There has been lots of news lately that John Edwards has endorsed Barack Obama. I realize that John Edwards was a United States Senator and that he is highly accomplished, but it puzzles me why anyone should care so much about what Edwards (or any other individual) thinks regarding the presidential campaign. After all, most of us have the ability to think for ourselves, and we each have the ability to read and contemplate before voting. Despite our status as grown-ups who can educate ourselves as to the issues and make decisions on her own, it still somehow matters what John Edwards thinks. Or at least the media wants to make us think it’s important.
I’m not trying to pick on John Edwards. I think he’s a good and decent fellow. Nor am I trying to pick on Barack Obama. I haven’t disguised very well that I admire Obama and I have great hopes for him. My point is really about endorsements and politics in general. Why should anyone care that some prominent person stands up and announces that he or she prefers one of candidates over another? Are we that spineless or are we that empty-headed that we wait to see what someone else does before we follow suit? Or do human animals feel a deep need to run in herds, and that’s just the way it is?
So then it occurred to me that this entire political process is actually a rehash of high school. To be more specific, it’s a rehash of a student government election in high school. Many of you are probably familiar with this phenomenon. There is a lot of energy spent, a lot of people stroking each other and lots of talk about who is “supporting” whom. There are numerous posters and speeches and jealousies. Sometimes it gets so wacky that it seems like Lord of the Flies. Lots of scapegoating, ad hominem attacks, name-calling, back-biting and ostracizing. It’s all done for sport, not anything of substance, and it all goes on far too long until someone is chosen to be the “President” of the student body. At that point, the President and all the other elected officers strut about but proceed to do not much of anything important. I’m not denying that it seems very important to those student government officers (and those who get caught up in the frenzy). Back in high school, though, I wondered what the difference was between a school that had an elected student government and one that did not. I couldn’t think of any significant difference. Whether it has a student government has nothing to do with how good a school it is.
So here we are, in 2008, and it seems like high school every time I read the political news. There’s always another new story about somebody twisting someone else’s words unfairly, or somebody claiming that someone else does or doesn’t like them on the basis of something that has nothing to do with how to run the country. There’s people suggesting that we shouldn’t vote for someone because his last name reminds them of someone else. There’s arguments that old candidates are better and that old candidates are worse.
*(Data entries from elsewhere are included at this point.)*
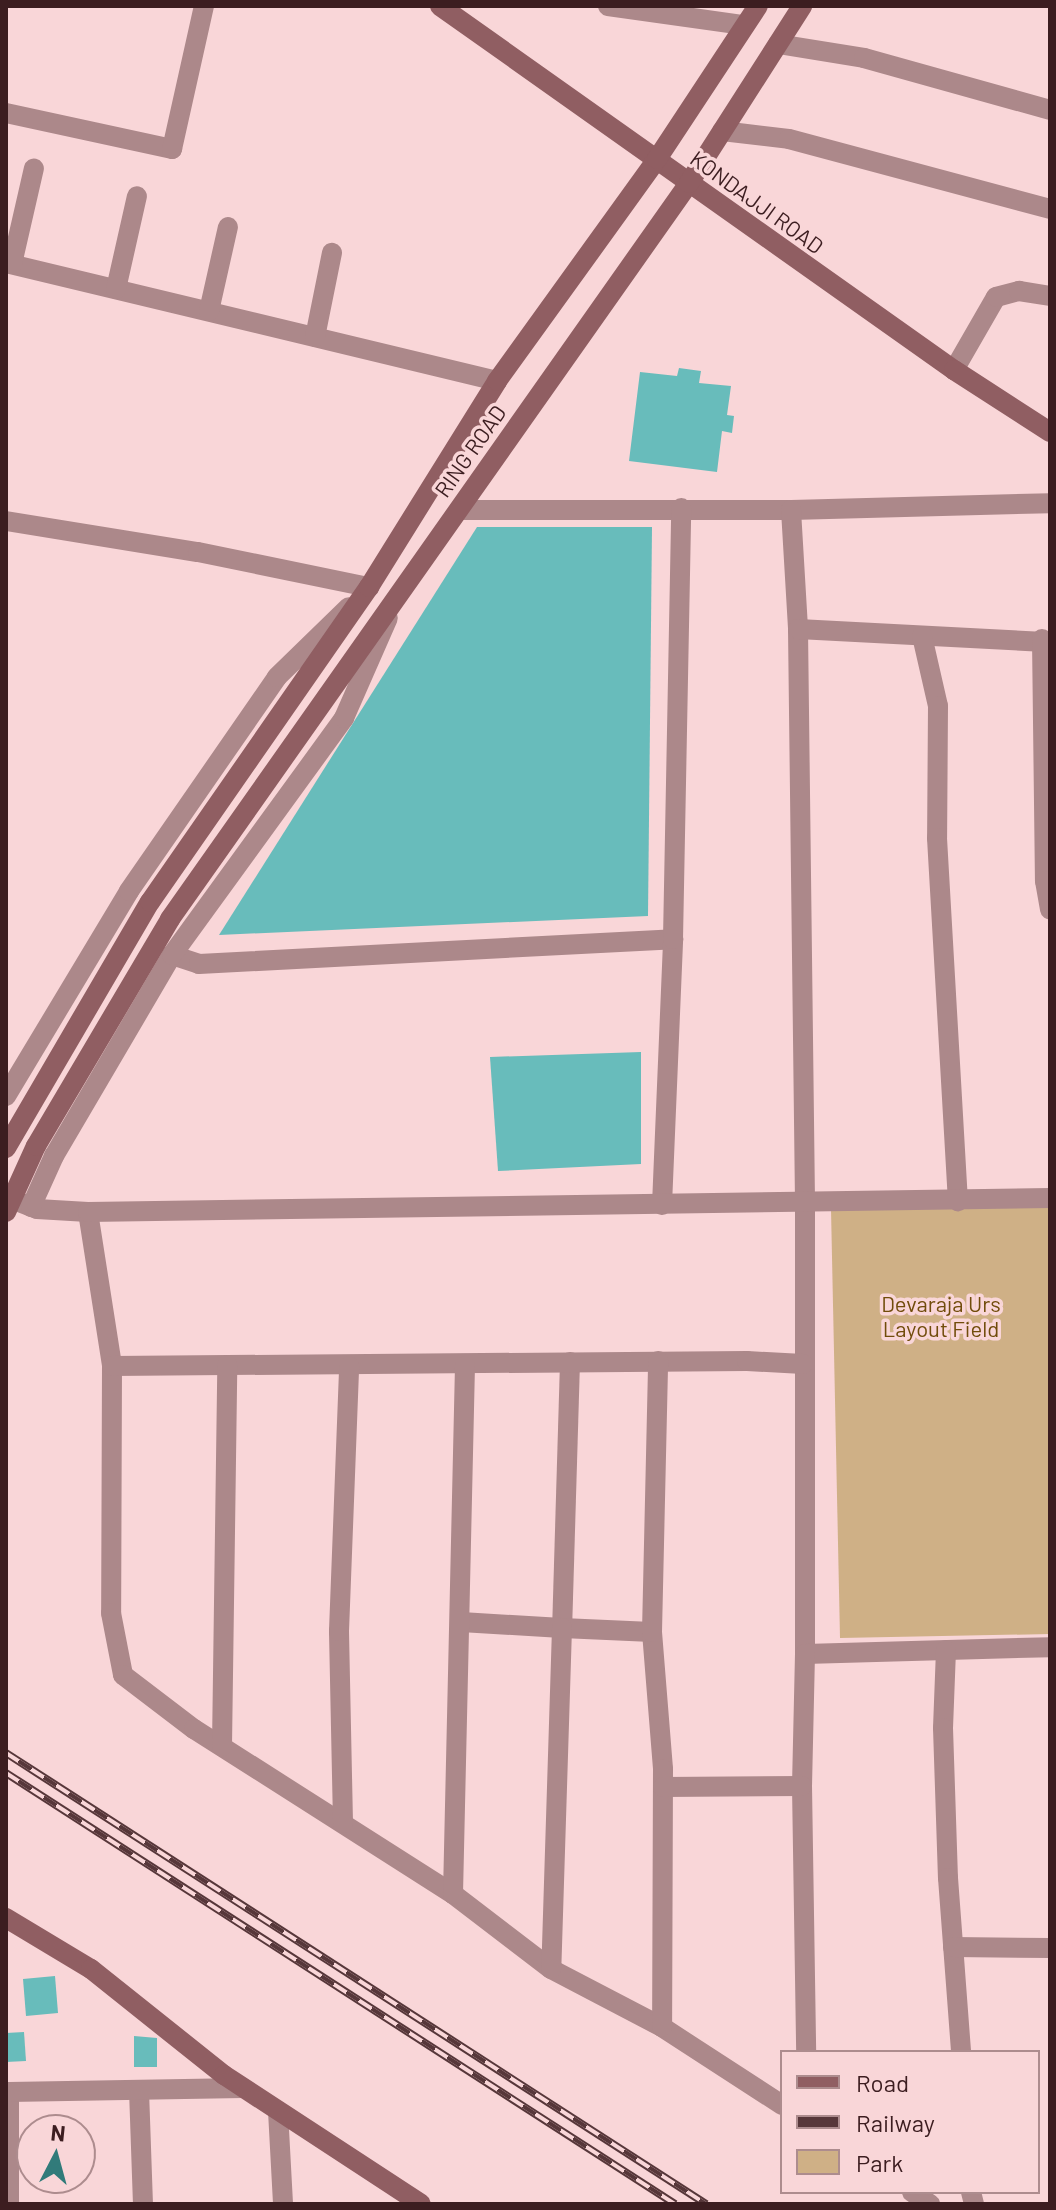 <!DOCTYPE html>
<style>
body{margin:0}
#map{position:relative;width:1056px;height:2210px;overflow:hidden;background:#f9d6d8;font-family:Barlow,sans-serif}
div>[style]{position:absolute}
.green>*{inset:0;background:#cfb086}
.building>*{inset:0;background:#68bcbb}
.street>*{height:20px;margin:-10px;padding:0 10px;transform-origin:10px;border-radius:10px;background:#ac888a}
.secondary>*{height:20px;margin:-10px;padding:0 10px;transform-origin:10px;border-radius:10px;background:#905e62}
.rail>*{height:8px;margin-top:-4px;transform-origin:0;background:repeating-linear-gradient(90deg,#f9d6d8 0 15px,#57373a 0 30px);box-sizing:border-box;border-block:2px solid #57373a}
.secondary-bridge>*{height:20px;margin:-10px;padding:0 10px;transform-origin:10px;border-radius:10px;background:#905e62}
span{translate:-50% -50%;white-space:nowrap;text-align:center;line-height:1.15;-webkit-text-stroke:7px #f9d6d8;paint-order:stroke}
.street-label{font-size:22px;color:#3c1d20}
.park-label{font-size:22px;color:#714c0b}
.frame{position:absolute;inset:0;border:8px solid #3c1d20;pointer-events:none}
.legend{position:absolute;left:780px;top:2050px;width:260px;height:144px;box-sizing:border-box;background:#f9d6d8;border:2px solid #ad8c8e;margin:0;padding:10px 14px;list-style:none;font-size:24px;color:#3c1d20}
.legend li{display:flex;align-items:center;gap:16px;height:40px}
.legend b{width:40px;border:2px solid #ad8c8e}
.north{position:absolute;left:16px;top:2114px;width:80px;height:80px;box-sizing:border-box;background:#f9d6d8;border:2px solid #ad8c8e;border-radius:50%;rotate:6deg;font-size:22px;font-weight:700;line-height:32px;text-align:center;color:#3c1d20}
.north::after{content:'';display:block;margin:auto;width:28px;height:36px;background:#317b7a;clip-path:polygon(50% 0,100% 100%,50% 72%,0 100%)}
</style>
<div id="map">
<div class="green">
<i style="clip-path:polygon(1050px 1205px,1050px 1634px,840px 1638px,831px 1209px)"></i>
</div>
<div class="building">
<i style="clip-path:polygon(679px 368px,701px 371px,699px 383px,731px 386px,727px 415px,734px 416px,732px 433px,722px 431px,717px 472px,629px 461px,640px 372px,677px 376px)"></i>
<i style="clip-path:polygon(477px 527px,652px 527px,648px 916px,219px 935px)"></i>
<i style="clip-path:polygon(641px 1052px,641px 1164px,498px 1171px,490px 1057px)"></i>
<i style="clip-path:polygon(55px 1976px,58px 2013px,26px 2016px,23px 1979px)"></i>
<i style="clip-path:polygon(24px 2032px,26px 2061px,6px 2062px,6px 2033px)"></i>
<i style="clip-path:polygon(134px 2036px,157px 2038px,157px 2067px,134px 2067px)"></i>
</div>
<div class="street">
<i style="left:608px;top:6px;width:137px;rotate:8deg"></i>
<i style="left:778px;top:44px;width:87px;rotate:9.2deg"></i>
<i style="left:864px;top:58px;width:193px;rotate:15.6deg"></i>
<i style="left:6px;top:113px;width:170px;rotate:12.2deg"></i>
<i style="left:172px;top:149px;width:147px;rotate:-77.4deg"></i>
<i style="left:722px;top:131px;width:67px;rotate:6.8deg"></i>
<i style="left:789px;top:139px;width:270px;rotate:15deg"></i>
<i style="left:6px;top:263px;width:505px;rotate:13.51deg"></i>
<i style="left:12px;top:264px;width:98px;rotate:-77.1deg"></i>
<i style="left:116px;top:289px;width:95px;rotate:-77.3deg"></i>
<i style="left:209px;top:311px;width:86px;rotate:-77.3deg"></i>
<i style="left:315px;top:337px;width:86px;rotate:-78.6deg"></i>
<i style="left:954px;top:370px;width:84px;rotate:-60.1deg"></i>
<i style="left:996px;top:297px;width:24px;rotate:-15deg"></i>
<i style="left:1019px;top:291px;width:31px;rotate:9deg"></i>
<i style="left:459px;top:510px;width:332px"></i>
<i style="left:791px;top:510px;width:259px;rotate:-1.5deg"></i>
<i style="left:791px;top:510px;width:119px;rotate:86.6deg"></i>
<i style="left:798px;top:629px;width:574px;rotate:89.3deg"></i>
<i style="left:805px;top:1203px;width:451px;rotate:90deg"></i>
<i style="left:805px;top:1654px;width:245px;rotate:-1.6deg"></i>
<i style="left:6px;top:521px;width:194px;rotate:9.2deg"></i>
<i style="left:198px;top:552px;width:175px;rotate:11.6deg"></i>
<i style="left:798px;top:629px;width:252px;rotate:3deg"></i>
<i style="left:922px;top:636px;width:72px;rotate:77.1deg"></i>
<i style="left:938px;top:706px;width:132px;rotate:90.4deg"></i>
<i style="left:937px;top:838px;width:364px;rotate:86.7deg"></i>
<i style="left:1042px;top:639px;width:242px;rotate:89.3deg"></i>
<i style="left:1045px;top:881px;width:29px;rotate:80deg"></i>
<i style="left:172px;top:955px;width:28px;rotate:18deg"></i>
<i style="left:199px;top:964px;width:475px;rotate:-3deg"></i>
<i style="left:6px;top:1096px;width:239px;rotate:-59deg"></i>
<i style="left:129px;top:891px;width:260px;rotate:-55.3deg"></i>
<i style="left:277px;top:677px;width:100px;rotate:-44.2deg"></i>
<i style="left:6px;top:1197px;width:33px;rotate:21deg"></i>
<i style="left:37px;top:1209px;width:51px;rotate:3.4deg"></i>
<i style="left:88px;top:1212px;width:156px;rotate:81.1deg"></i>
<i style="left:112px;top:1366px;width:247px;rotate:90.2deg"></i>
<i style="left:111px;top:1613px;width:63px;rotate:79deg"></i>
<i style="left:123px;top:1675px;width:89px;rotate:37.3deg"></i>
<i style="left:194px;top:1729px;width:307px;rotate:32.5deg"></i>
<i style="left:453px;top:1894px;width:123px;rotate:37.4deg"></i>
<i style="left:551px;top:1969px;width:125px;rotate:27.6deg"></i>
<i style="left:662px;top:2027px;width:143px;rotate:33deg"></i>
<i style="left:662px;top:1205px;width:266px;rotate:-87.6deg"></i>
<i style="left:673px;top:939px;width:431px;rotate:-88.9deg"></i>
<i style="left:31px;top:1207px;width:56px;rotate:-65.7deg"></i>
<i style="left:54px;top:1156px;width:233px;rotate:-59.6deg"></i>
<i style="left:172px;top:955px;width:293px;rotate:-54deg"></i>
<i style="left:344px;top:718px;width:109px;rotate:-66.3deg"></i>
<i style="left:88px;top:1212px;width:962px;rotate:-0.83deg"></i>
<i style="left:570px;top:1362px;width:266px;rotate:91.7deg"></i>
<i style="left:562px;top:1628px;width:90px;rotate:2.5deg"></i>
<i style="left:652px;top:1632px;width:137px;rotate:85.4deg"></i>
<i style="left:663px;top:1769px;width:258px;rotate:90.2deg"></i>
<i style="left:112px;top:1366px;width:635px;rotate:-0.45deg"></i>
<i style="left:747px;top:1361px;width:56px;rotate:3.1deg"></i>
<i style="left:461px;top:1622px;width:101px;rotate:3.4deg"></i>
<i style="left:562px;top:1628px;width:341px;rotate:91.8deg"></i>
<i style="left:652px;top:1632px;width:271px;rotate:-88.7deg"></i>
<i style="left:946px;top:1650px;width:78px;rotate:92.2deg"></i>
<i style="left:943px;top:1728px;width:150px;rotate:88.1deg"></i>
<i style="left:948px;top:1878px;width:174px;rotate:85.7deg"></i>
<i style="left:805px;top:1654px;width:132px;rotate:91.3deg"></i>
<i style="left:802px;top:1786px;width:266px;rotate:89.1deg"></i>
<i style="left:222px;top:1746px;width:381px;rotate:-89.2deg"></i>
<i style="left:663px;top:1787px;width:139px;rotate:-0.4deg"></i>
<i style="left:343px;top:1823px;width:192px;rotate:-91.2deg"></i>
<i style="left:339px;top:1631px;width:265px;rotate:-87.8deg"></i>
<i style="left:453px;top:1894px;width:528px;rotate:-88.7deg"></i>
<i style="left:953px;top:1947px;width:97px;rotate:0.6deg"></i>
<i style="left:139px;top:2090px;width:114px;rotate:88deg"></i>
<i style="left:278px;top:2111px;width:93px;rotate:86.9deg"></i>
<i style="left:912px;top:2192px;width:22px;rotate:34deg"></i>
<i style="left:971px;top:2192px;width:12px;rotate:76deg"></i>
<i style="left:9px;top:2204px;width:112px;rotate:-90deg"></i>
<i style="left:9px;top:2092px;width:234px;rotate:-1deg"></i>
</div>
<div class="secondary">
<i style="left:440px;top:6px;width:630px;rotate:35.31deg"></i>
<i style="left:954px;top:370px;width:114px;rotate:32.9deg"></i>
<i style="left:170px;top:919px;width:901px;rotate:-54.81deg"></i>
<i style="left:689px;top:183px;width:210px;rotate:-57.4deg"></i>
<i style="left:6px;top:1148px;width:285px;rotate:-59.7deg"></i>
<i style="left:150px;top:902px;width:384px;rotate:-55.2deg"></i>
<i style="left:369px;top:587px;width:243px;rotate:-58.1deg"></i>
<i style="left:497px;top:381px;width:274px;rotate:-54.2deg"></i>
<i style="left:657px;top:159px;width:183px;rotate:-56.6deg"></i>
<i style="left:6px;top:1918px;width:99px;rotate:31deg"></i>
<i style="left:91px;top:1969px;width:170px;rotate:38.6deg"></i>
<i style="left:224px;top:2075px;width:235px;rotate:33.2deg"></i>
</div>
<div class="rail">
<i style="left:6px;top:1753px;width:833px;rotate:32.79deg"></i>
<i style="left:6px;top:1773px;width:796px;rotate:32.79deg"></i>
</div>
<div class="secondary-bridge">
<i style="left:6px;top:1212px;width:72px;rotate:-65.6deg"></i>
<i style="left:36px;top:1146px;width:264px;rotate:-59.4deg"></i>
</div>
<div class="street-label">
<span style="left:757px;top:202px;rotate:36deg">KONDAJJI ROAD</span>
<span style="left:470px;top:451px;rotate:-55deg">RING ROAD</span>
</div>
<div class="park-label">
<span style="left:941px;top:1316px">Devaraja Urs<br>Layout Field</span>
</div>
<div class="frame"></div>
<ul class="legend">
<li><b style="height:10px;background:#905e62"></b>Road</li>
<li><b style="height:10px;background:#57373a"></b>Railway</li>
<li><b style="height:22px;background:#cfb086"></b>Park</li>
</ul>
<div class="north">N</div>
</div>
And then there’s that earnest voice of Barack Obama trying to explain how he would address serious problems facing the country, yet getting drowned out by loud and tedious voices of ignorant and yackity competitor candidates, so-called news reporters and pundits. And occasionally we hear from people in the street who are almost proud that they know nothing about the country and nothing about the candidates. It’s all crazy, except that we now live in a country that really does face numerous dangerous challenges and we need somebody to focus on real solutions that will involve difficult choices. Instead of doing the legwork to understand these serious issues (economic, energy, environment, health care), we make sport of sniping away at things that don’t matter to anything at all, except for the raw quest for political power.
We have such a strange way of selecting candidates! Imagine if we were trying to choose between two brands of laundry detergent. One way to make that choice would be to compare the properties of the two brands of soaps. One of them works better in hot water, while the other makes clothes smell cleaner (or something like that). Or maybe one of them costs a little more than the other. In a rational world we would soberly compare these differences and make our choice based on our needs.
Now imagine two soap companies competing against each other like our political candidates compete. One of those soap companies would start insinuating that the other was a brand for appeasers, or gays, or that the president of the rival company has funny eyebrows or that the other brand of soap fails to display a little American flag on the front of the box. And then there would be an intense barrage of commercials, for months, having nothing to do with the actual properties of the soap, and people would get all caught up in whether it’s OK for one brand of soap not to have a little picture of an American flag on the front. And then one of the brands of soap would start giving publicity to famous people who would endorse buying Brand X over Brand Y. And then maybe Brand Y would suggest that the company making Brand X is less patriotic. Or something like that. And then some of us would run out and buy Brand X because some famous person said that he would buy Brand X.
Doesn’t it remind you of high school? Can’t we do better than this?
Totally!! That is exactly what it is like
I actually had teachers in high school who said that "these are the best years of our lives."
My response always was, "You mean that it gets even worse?"
Apparently the "worse" is mainly in aspects of life that mimic the adolescent experience, like the quadrennial popularity contest for head honcho in this nation.
As to branding like these political slinging matches: Don't you remember the campaign for Pepsi that portrayed Coke drinkers as elderly fogeys? It had to do with whom Coke heads associated, rather than any subtle difference between the products. It was so successful that Coke, in desperation, reformulated and rebranded its trademark brew to dissociate itself from … itself.